**Work task:** The listing, minus its pictures, is to be given again exactly.
((
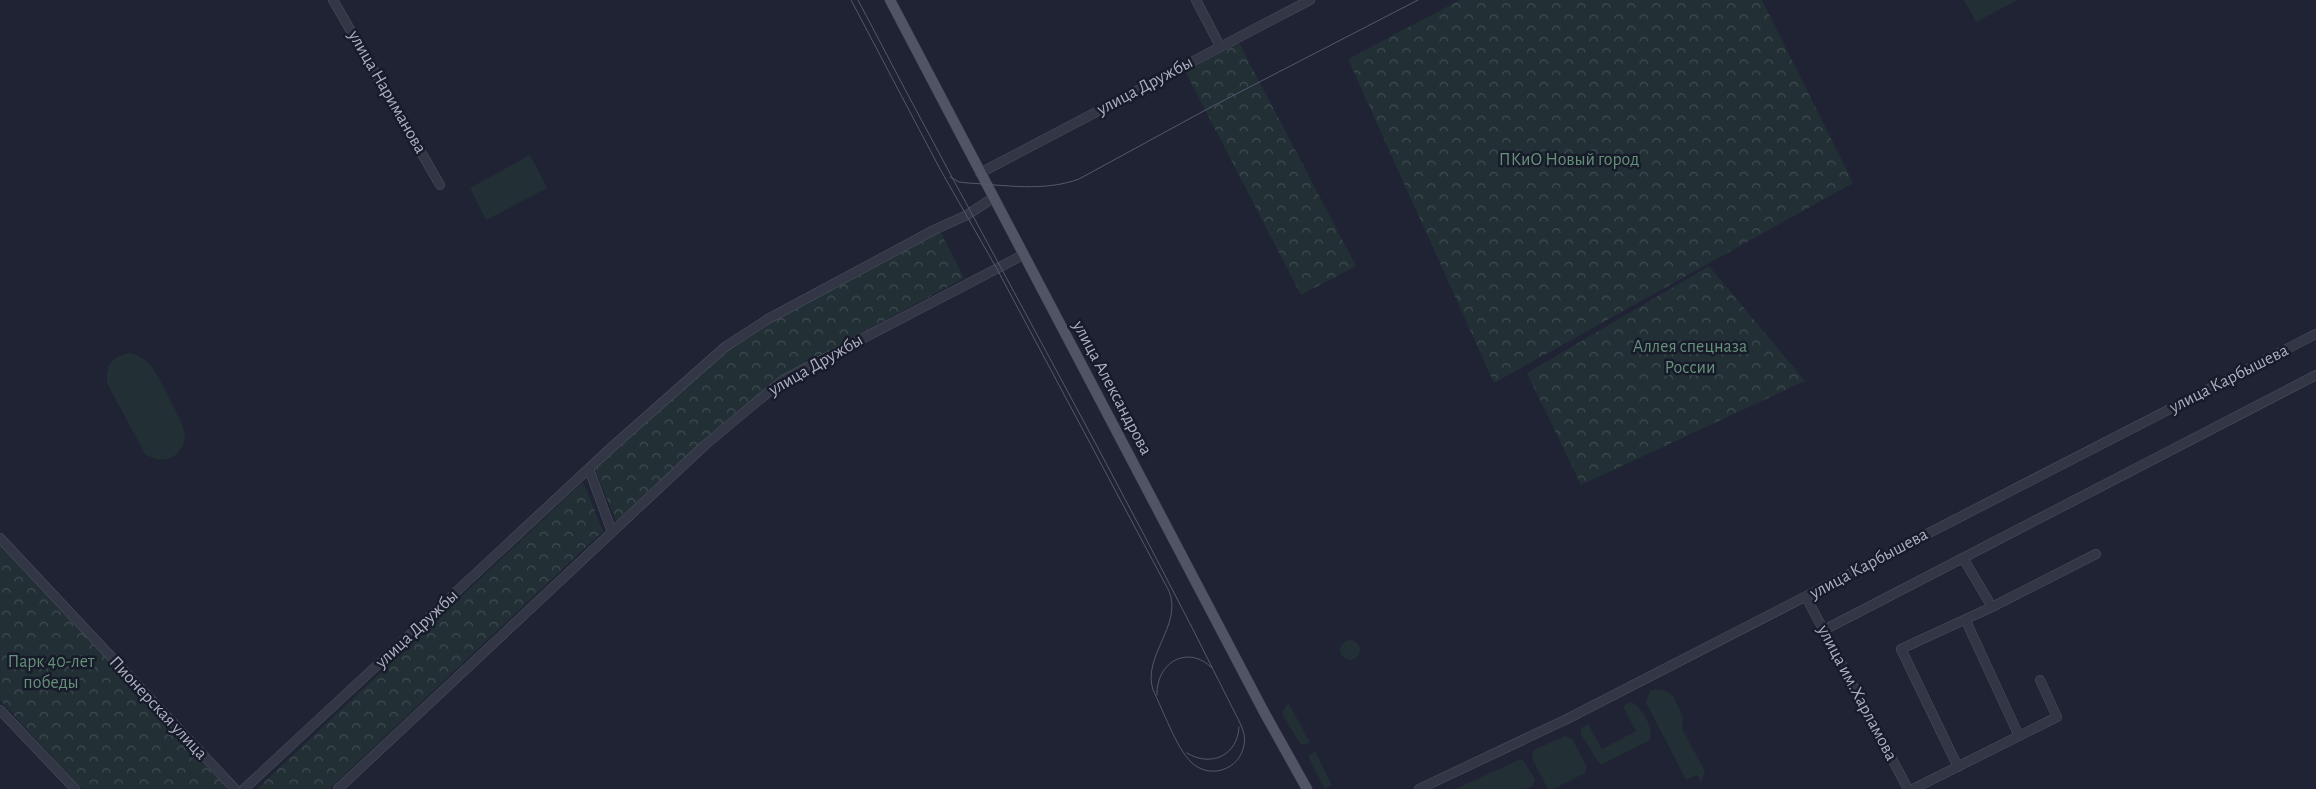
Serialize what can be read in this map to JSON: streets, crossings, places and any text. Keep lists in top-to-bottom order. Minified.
{"streets":{"main road":["улица Александрова"],"street":["улица Дружбы","улица Нариманова","улица Карбышева","улица им.Харламова","Пионерская улица"]},"crossings":[["улица Дружбы","улица Александрова"],["улица Карбышева","улица им.Харламова"]],"parks":["ПКиО Новый город","Аллея спецназа России","Парк 40-лет победы"]}
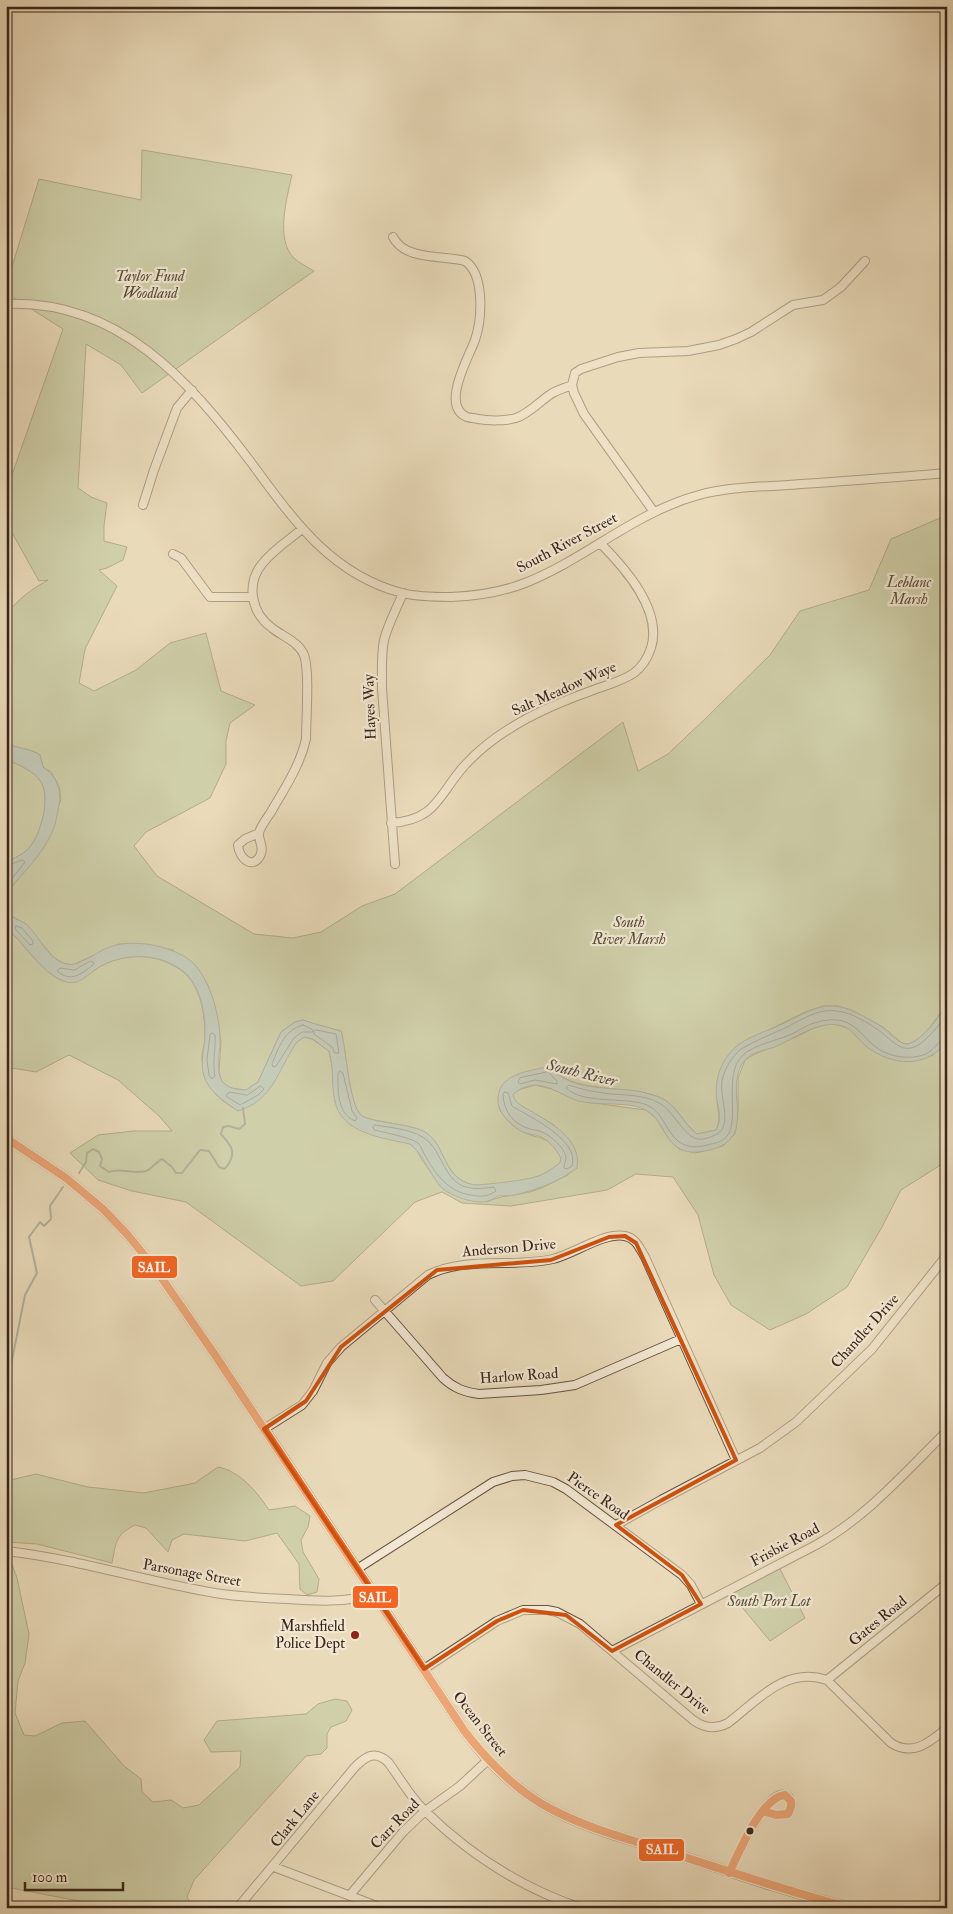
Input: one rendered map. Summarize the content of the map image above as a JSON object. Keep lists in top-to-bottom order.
{
  "streets": {
    "main road": ["Ocean Street"],
    "street": [
      "South River Street",
      "Salt Meadow Waye",
      "Hayes Way",
      "Anderson Drive",
      "Chandler Drive",
      "Harlow Road",
      "Pierce Road",
      "Frisbie Road",
      "Parsonage Street",
      "Gates Road",
      "Clark Lane",
      "Carr Road"
    ]
  },
  "crossings": [
    ["South River Street", "Salt Meadow Waye"],
    ["South River Street", "Hayes Way"],
    ["Salt Meadow Waye", "Hayes Way"],
    ["Anderson Drive", "Chandler Drive"],
    ["Anderson Drive", "Harlow Road"],
    ["Anderson Drive", "Ocean Street"],
    ["Chandler Drive", "Pierce Road"],
    ["Chandler Drive", "Frisbie Road"],
    ["Chandler Drive", "Gates Road"],
    ["Chandler Drive", "Ocean Street"],
    ["Pierce Road", "Frisbie Road"],
    ["Pierce Road", "Ocean Street"],
    ["Parsonage Street", "Ocean Street"],
    ["Ocean Street", "Carr Road"],
    ["Clark Lane", "Carr Road"]
  ],
  "water": ["South River"],
  "parks": [
    "Taylor Fund Woodland",
    "Leblanc Marsh",
    "South River Marsh",
    "South Port Lot"
  ],
  "places": ["Marshfield Police Dept"],
  "lines": ["transit line SAIL"],
  "scale_bar": "100 m"
}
))
**Answer to this exercise:**
Serialize what can be read in this map to JSON: streets, crossings, places and any text. Keep lists in top-to-bottom order. Minified.
{"streets":{"main road":["улица Александрова"],"street":["улица Дружбы","улица Нариманова","улица Карбышева","улица им.Харламова","Пионерская улица"]},"crossings":[["улица Дружбы","улица Александрова"],["улица Карбышева","улица им.Харламова"]],"parks":["ПКиО Новый город","Аллея спецназа России","Парк 40-лет победы"]}
Input: one rendered map. Summarize the content of the map image above as a JSON object. Keep lists in top-to-bottom order.
{
  "streets": {
    "main road": ["Ocean Street"],
    "street": [
      "South River Street",
      "Salt Meadow Waye",
      "Hayes Way",
      "Anderson Drive",
      "Chandler Drive",
      "Harlow Road",
      "Pierce Road",
      "Frisbie Road",
      "Parsonage Street",
      "Gates Road",
      "Clark Lane",
      "Carr Road"
    ]
  },
  "crossings": [
    ["South River Street", "Salt Meadow Waye"],
    ["South River Street", "Hayes Way"],
    ["Salt Meadow Waye", "Hayes Way"],
    ["Anderson Drive", "Chandler Drive"],
    ["Anderson Drive", "Harlow Road"],
    ["Anderson Drive", "Ocean Street"],
    ["Chandler Drive", "Pierce Road"],
    ["Chandler Drive", "Frisbie Road"],
    ["Chandler Drive", "Gates Road"],
    ["Chandler Drive", "Ocean Street"],
    ["Pierce Road", "Frisbie Road"],
    ["Pierce Road", "Ocean Street"],
    ["Parsonage Street", "Ocean Street"],
    ["Ocean Street", "Carr Road"],
    ["Clark Lane", "Carr Road"]
  ],
  "water": ["South River"],
  "parks": [
    "Taylor Fund Woodland",
    "Leblanc Marsh",
    "South River Marsh",
    "South Port Lot"
  ],
  "places": ["Marshfield Police Dept"],
  "lines": ["transit line SAIL"],
  "scale_bar": "100 m"
}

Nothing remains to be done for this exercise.